Save £500 a year by joining ‘national mission’ to cut energy use, Jeremy Hunt tells public

Households can save £500 off their heating bills if they join “a national mission” to cut energy use by 15 per cent in response to Russia’s “blackmail”, Jeremy Hunt says.

The chancellor urged the public to “play your part” by following government tips to hit the target – in stark contrast to Liz Truss’s refusal to copy the EU by putting out official advice.

Giving evidence to MPs, Mr Hunt said the public has been given “a cushion” with the extension of the freeze on domestic bills, albeit £500 higher at a typical cost of £3,000 a year.

But he warned that support will end in spring 2024 – regardless of energy prices at that point – saying, of the 15 per cent target: “That is for every household.

“We think the £500 we are offering to help people save next year at current gas prices, if people do the 15 per cent they could save that £500 themselves in the amount they pay in the years to follow.”

Mr Hunt said: “We do need people to change their behaviour”, adding: “It is a national mission to make sure that we can’t be blackmailed by people like Putin.

“In the end everyone is going to have to take responsibility for their energy bills and they’re going to have to think about how they’re going to reduce their energy consumption.”

The chancellor also promised “a social tariff” from 2024 – to deliver lower energy bills to “all people equally on low incomes” – while stressing the technical difficulty.

It would involve “marrying” tax and benefits data, but, he said: “That’s a very difficult operational challenge, but that’s the direction we want to go.”

Earlier, the chancellor failed to deny he was the source behind a claim the UK will seek a “Swiss-style deal” to improve the Brexit agreement – but insisted he did not brief that is his aim.

Mr Hunt also revealed he has asked his officials to explore how much would be raised by scrapping non-dom status – in an apparent attempt to scotch Labour’s claim it would bring in £3bn a year.
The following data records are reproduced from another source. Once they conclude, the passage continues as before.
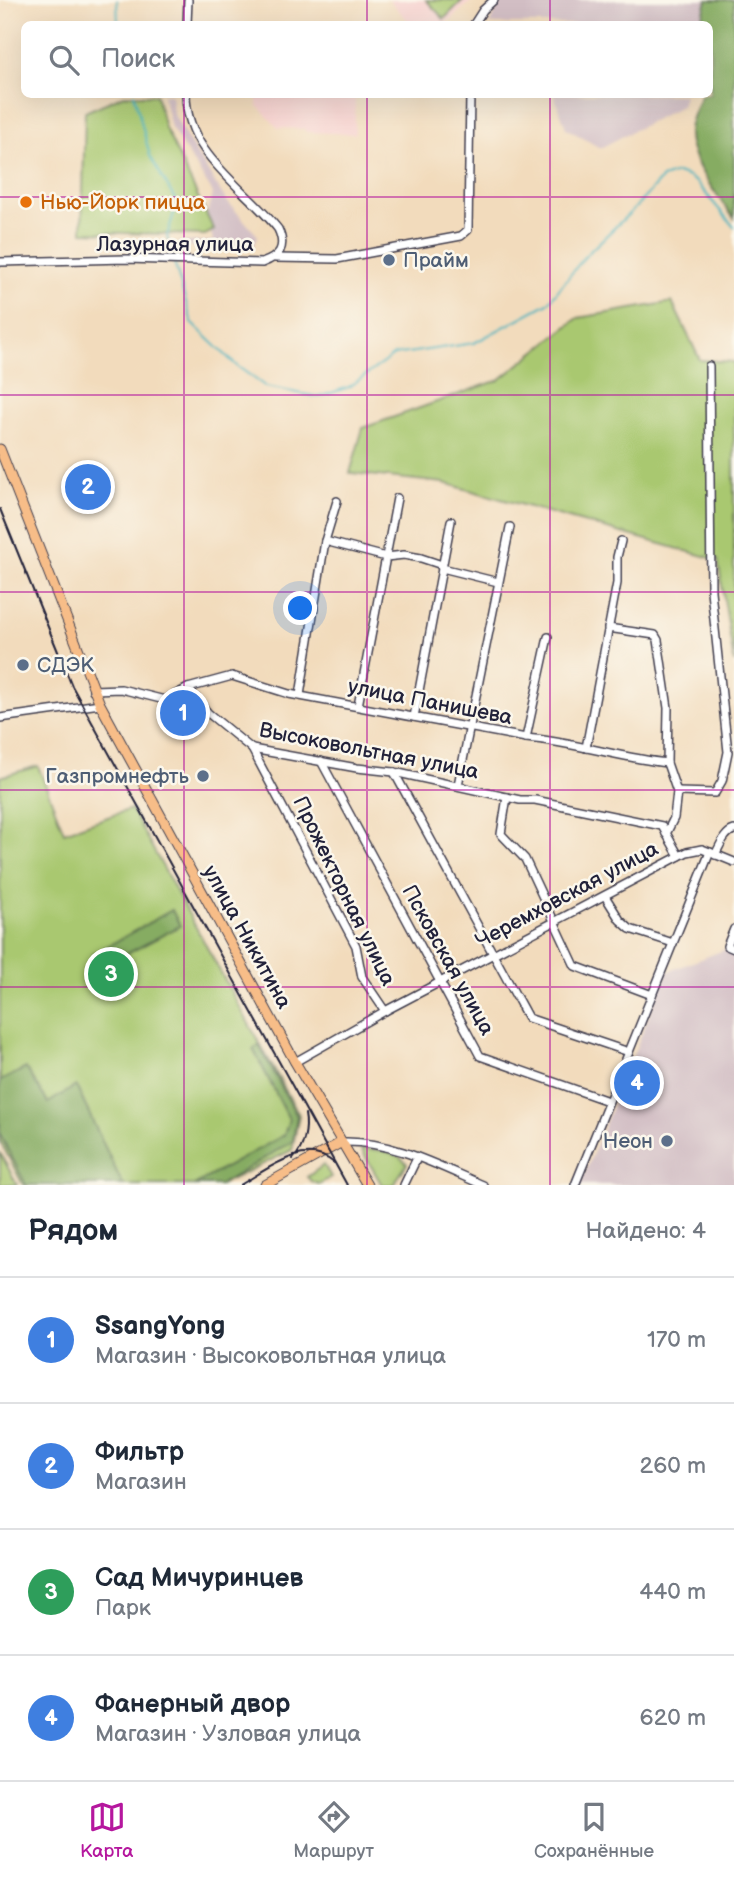 <!DOCTYPE html>
<html lang="ru">
<head>
<meta charset="utf-8">
<style>
	body { margin:0; font-family:"Balsamiq Sans",sans-serif; background:#f2f2f3; color:#1f2937 }
	.you { position:absolute; left:301px; top:609px; width:24px; height:24px; margin:-18px; border:5px solid #fff; border-radius:50%; background:#1a73e8; box-shadow:0 0 0 10px #1a73e833 }
	.badge { display:grid; place-items:center; width:46px; height:46px; border-radius:50%; background:#b5179e; color:#fff; font-size:23px; font-weight:700 }
	.pin { position:absolute; translate:-50% -50%; border:4px solid #fff; box-shadow:0 2px 7px #0006 }
	.list { margin:0; padding:0; list-style:none }
	h2 { display:flex; justify-content:space-between; align-items:center; height:91px; margin:0; padding:0 28px; font-size:30px }
	h2 small { font-size:23px; font-weight:400; color:#747a83 }
	.list li { display:grid; grid-template-columns:46px 1fr auto; gap:21px; align-items:center; box-sizing:border-box; height:126px; padding:0 28px; border-top:2px solid #e0e1e3 }
	.list b { display:block; font-size:26px; white-space:nowrap }
	.list p { margin:0; font-size:23px; white-space:nowrap; color:#747a83 }
	.list em { font-size:23px; font-style:normal; color:#747a83 }
	.icon { flex:none; width:38px; height:38px; fill:none; stroke:currentColor; stroke-width:2; stroke-linecap:round; stroke-linejoin:round }
	.map { position:relative; flex:none; width:734px; height:1185px; overflow:hidden }
	.search { position:absolute; background:#fff; box-shadow:0 7px 28px #0002; left:21px; right:21px; top:21px; height:77px; display:flex; align-items:center; gap:18px; box-sizing:border-box; padding:0 24px; border-radius:10px; color:#747a83; font-size:26px }
	.sheet { height:595px; background:#fff }
	nav { display:flex; justify-content:space-around; align-items:center; box-sizing:border-box; height:98px; border-top:2px solid #e0e1e3; background:#fff; font-size:19px; color:#747a83 }
	nav a { display:grid; justify-items:center; gap:4px }
	nav .on { color:#b5179e }
	.map>svg:first-child { display:block }
</style>
</head>
<body>
<div class="map">
<svg width="734" height="1185" viewBox="0 0 734 1185">
	<rect width="100%" height="100%" fill="#fbf7ec"/>
	<filter id="ink" filterUnits="userSpaceOnUse"><feTurbulence type="fractalNoise" baseFrequency=".0143" numOctaves="2"/><feDisplacementMap in="SourceGraphic" scale="14" xChannelSelector="R" yChannelSelector="G"/><feConvolveMatrix kernelMatrix="1 2 1 2 8 2 1 2 1" color-interpolation-filters="sRGB"/></filter>
	<filter id="wash" filterUnits="userSpaceOnUse"><feTurbulence type="fractalNoise" baseFrequency=".00686" numOctaves="4" result="noise"/><feDisplacementMap in="SourceGraphic" scale="28" xChannelSelector="R" yChannelSelector="G"/><feGaussianBlur stdDeviation="1.57" result="paint"/><feColorMatrix in="noise" values="0 0 0 0 0 0 0 0 0 0 0 0 0 0 0 0 0 1.4 0 .05"/><feComposite in="paint" operator="in"/></filter>
	<g filter="url(#wash)">
		<rect width="100%" height="100%" fill="#f2dbbc"/>
		<!-- built -->
		<g fill="#f7d0ce">
			<polygon points="389,0 473,0 445,24 411,24"/>
			<polygon points="257,95 355,95 355,134 306,132 304,129 278,128 257,105"/>
		</g>
		<!-- industrial -->
		<g fill="#d2bec4">
			<polygon points="503,0 713,0 705,24 489,24"/>
			<polygon points="163,95 171,95 173,113 188,140 226,200 258,236 254,245 178,247 178,242 213,241 207,213 213,193 171,128"/>
			<polygon points="554,95 554,94 684,95 681,106 600,148 566,128"/>
			<polygon points="729,948 734,949 734,1185 580,1185 667,972"/>
		</g>
		<!-- green -->
		<g fill="#a9c870" stroke="#667556" stroke-width="2">
			<polygon points="426,0 463,0 444,19"/>
			<polygon points="124,95 156,95 165,128 214,230 205,235 82,232 85,112"/>
			<polygon points="672,302 700,360 734,362 734,663 718,560 444,483 350,473 363,428 499,380 578,318"/>
			<polygon points="38,766 64,832 131,809 299,1115 292,1150 220,1185 23,1185 0,1141 0,777"/>
			<path d="M361 1149C376 1149 398 1151 407 1164L393 1185H382Z"/>
			<polygon points="0,1152 17,1185 0,1185"/>
			<polygon points="324,1165 331,1177 319,1184 312,1182 307,1177"/>
		</g>
		<!-- forest -->
		<g fill="#86ac62" stroke="#54674e" stroke-width="2">
			<path d="M707 0H734V218C718 197 687 159 689 131 689 119 697 106 701 95L710 94V24H701Z"/>
			<polygon points="172,910 180,926 98,969 92,955"/>
			<polygon points="259,1045 297,1116 293,1141 220,1185 194,1185 284,1135 289,1119 253,1049"/>
			<polygon points="26,1068 48,1103 76,1086 123,1185 26,1185 0,1134 0,1081"/>
		</g>
		<g fill="none" stroke-linecap="round" stroke-linejoin="round">
			<!-- stream -->
			<g stroke="#44b3bf" stroke-width="2">
				<polyline points="117,0 118,24"/>
				<polyline points="134,94 150,156 177,203 167,236 172,257"/>
				<polyline points="174,262 192,323 237,366 266,387 319,397 349,387 394,355 474,343 548,303 586,255 636,207 662,178 677,173 689,177 697,183 734,227"/>
			</g>
		</g>
	</g>
	<g filter="url(#ink)">
		<g fill="none" stroke-linecap="round" stroke-linejoin="round">
			<defs>
				<g id="minor">
					<polyline points="187,24 188,0"/>
					<polyline points="474,24 483,10 494,0"/>
					<polyline points="275,258 337,259 461,236 468,230 470,94"/>
					<path d="M0 262 127 259 262 263C279 257 287 248 278 229 245 187 186 155 186 94"/>
					<polyline points="325,541 386,557 404,555 421,558 439,564 442,568 498,582"/>
					<polyline points="608,628 655,635 658,640 668,708 667,763 677,792 674,818 666,834"/>
					<path d="M188 688 232 676 289 694 526 738C574 742 620 758 667 763"/>
					<polyline points="93,690 121,689 165,700 188,688 208,713 252,749 357,768 394,772 520,800 535,800 662,826 679,856"/>
					<polyline points="300,695 325,541 337,501"/>
					<polyline points="358,706 397,498"/>
					<polyline points="414,717 451,521"/>
					<polyline points="0,718 100,704"/>
					<polyline points="526,738 548,637"/>
					<polyline points="586,748 617,583 617,557 621,541"/>
					<polyline points="252,749 356,946 362,977 385,1011"/>
					<polyline points="321,761 480,1056 608,1101"/>
					<polyline points="394,772 528,1018 629,1052"/>
					<polyline points="458,785 510,527"/>
					<polyline points="677,792 715,793 722,781 728,752 711,591 709,366"/>
					<polyline points="507,797 501,834 525,859 575,966 652,995"/>
					<path d="M715 855C720 846 724 833 734 830"/>
					<polyline points="605,896 620,920 630,929 673,943"/>
					<polyline points="734,929 727,946 734,949"/>
					<polyline points="295,1062 385,1011 687,852 702,849 734,862"/>
					<path d="M342 1142C390 1140 439 1166 483 1185"/>
					<polyline points="404,1185 417,1158"/>
					<polyline points="575,1185 710,852"/>
				</g>
				<g id="major">
					<polyline points="0,449 100,704 295,1062 367,1185"/>
					<polyline points="265,1185 342,1142"/>
				</g>
			</defs>
			<!-- minor casing -->
			<use href="#minor" stroke="#413e4e" stroke-width="10"/>
			<!-- major casing -->
			<use href="#major" stroke="#413e4e" stroke-width="11"/>
			<!-- minor -->
			<use href="#minor" stroke="#fff" stroke-width="7"/>
			<!-- major -->
			<use href="#major" stroke="#f7bd88" stroke-width="9"/>
			<!-- tram -->
			<g stroke="#22223b" stroke-width="2">
				<polyline points="0,509 72,686 347,1185"/>
				<path d="M293 1159C304 1148 308 1130 305 1114"/>
				<path d="M240 1185C267 1170 304 1138 334 1163"/>
			</g>
		</g>
	</g>
	<!-- grid -->
	<path fill="none" stroke="#b5179e" stroke-width="2" stroke-opacity="0.55" d="M184 0V24M367 0V24M550 0V24M184 94V1185M367 94V1185M550 94V1185M0 197H734M0 395H734M0 592H734M0 790H734M0 987H734"/>
	<!-- markers -->
	<circle fill="#e8710a" stroke="#fbf7ec" stroke-width="2.5" cx="26" cy="202" r="7"/>
	<g fill="#5c6f8a" stroke="#fbf7ec" stroke-width="2.5">
		<circle cx="389" cy="260" r="7"/>
		<circle cx="23" cy="665" r="7"/>
		<circle cx="203" cy="776" r="7"/>
		<circle cx="667" cy="1141" r="7"/>
	</g>
	<g text-anchor="middle" dominant-baseline="central" stroke-width="5" stroke-linejoin="round" paint-order="stroke">
		<!-- food labels -->
		<g font-size="21" fill="#c56008" stroke="#fbf7ec" text-anchor="start">
			<text x="40" y="202">Нью-Йорк пицца</text>
		</g>
		<!-- street labels -->
		<g font-size="21" fill="#22223b" stroke="#fbf7ec">
			<text x="175" y="244">Лазурная улица</text>
			<text transform="translate(430 702) rotate(11)">улица Панишева</text>
			<text transform="translate(369 751) rotate(11)">Высоковольтная улица</text>
			<text transform="translate(344 891) rotate(64)">Прожекторная улица</text>
			<text transform="translate(567 895) rotate(-28)">Черемховская улица</text>
			<text transform="translate(247 937) rotate(61)">улица Никитина</text>
			<text transform="translate(448 960) rotate(61)">Псковская улица</text>
		</g>
		<!-- service labels -->
		<g font-size="21" fill="#4e5e75" stroke="#fbf7ec" text-anchor="start">
			<text x="403" y="260">Прайм</text>
			<text x="37" y="665">СДЭК</text>
			<text x="189" y="776" text-anchor="end">Газпромнефть</text>
			<text x="653" y="1141" text-anchor="end">Неон</text>
		</g>
	</g>
</svg>
<div class="you"></div>
<div class="pin badge" style="left:183px;top:713px;background:#3f7fe0">1</div>
<div class="pin badge" style="left:88px;top:487px;background:#3f7fe0">2</div>
<div class="pin badge" style="left:111px;top:974px;background:#2e9e5b">3</div>
<div class="pin badge" style="left:637px;top:1083px;background:#3f7fe0">4</div>
<div class="search"><svg class="icon" aria-label="search" viewBox="0 0 24 24"><circle cx="10" cy="10" r="6"/><path d="M15 15l6 6"/></svg>Поиск</div>
</div>
<section class="sheet">
<h2>Рядом<small>Найдено: 4</small></h2>
<ul class="list">
<li><span class="badge" style="background:#3f7fe0">1</span><div><b>SsangYong</b><p>Магазин · Высоковольтная улица</p></div><em>170 m</em></li>
<li><span class="badge" style="background:#3f7fe0">2</span><div><b>Фильтр</b><p>Магазин</p></div><em>260 m</em></li>
<li><span class="badge" style="background:#2e9e5b">3</span><div><b>Сад Мичуринцев</b><p>Парк</p></div><em>440 m</em></li>
<li><span class="badge" style="background:#3f7fe0">4</span><div><b>Фанерный двор</b><p>Магазин · Узловая улица</p></div><em>620 m</em></li>
</ul>
</section>
<nav>
<a class="on"><svg class="icon" aria-label="map" viewBox="0 0 24 24"><path d="M3 6l6-2 6 2 6-2v14l-6 2-6-2-6 2zM9 4v14M15 6v14"/></svg>Карта</a>
<a><svg class="icon" aria-label="directions" viewBox="0 0 24 24"><path d="M12 3l9 9-9 9-9-9zM9 14v-3h6M13 9l2 2-2 2"/></svg>Маршрут</a>
<a><svg class="icon" aria-label="saved" viewBox="0 0 24 24"><path d="M7 4h10v16l-5-4-5 4z"/></svg>Сохранённые</a>
</nav>
</body>
</html>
He argued non-doms currently pay around £8bn a year and defended the tax loophole – exploited by Rishi Sunak’s wife – telling MPs: “Ireland has a non-dom regime. France has a non-dom regime.

“These are people who are highly mobile and I want to make sure that we don’t do anything that inadvertently loses us more money than we raise.”

The chancellor also defended his decision, in last week’s autumn statement, to cut a banking tax by reducing the “surcharge rate” from 8 per cent to 3 per cent.

It was fair in the context of the increase in Corporation Tax from 19 to 25 per cent. “If you add in 3 per cent surcharge, as it is, they are paying higher marginal rates on their profits,” Mr Hunt said.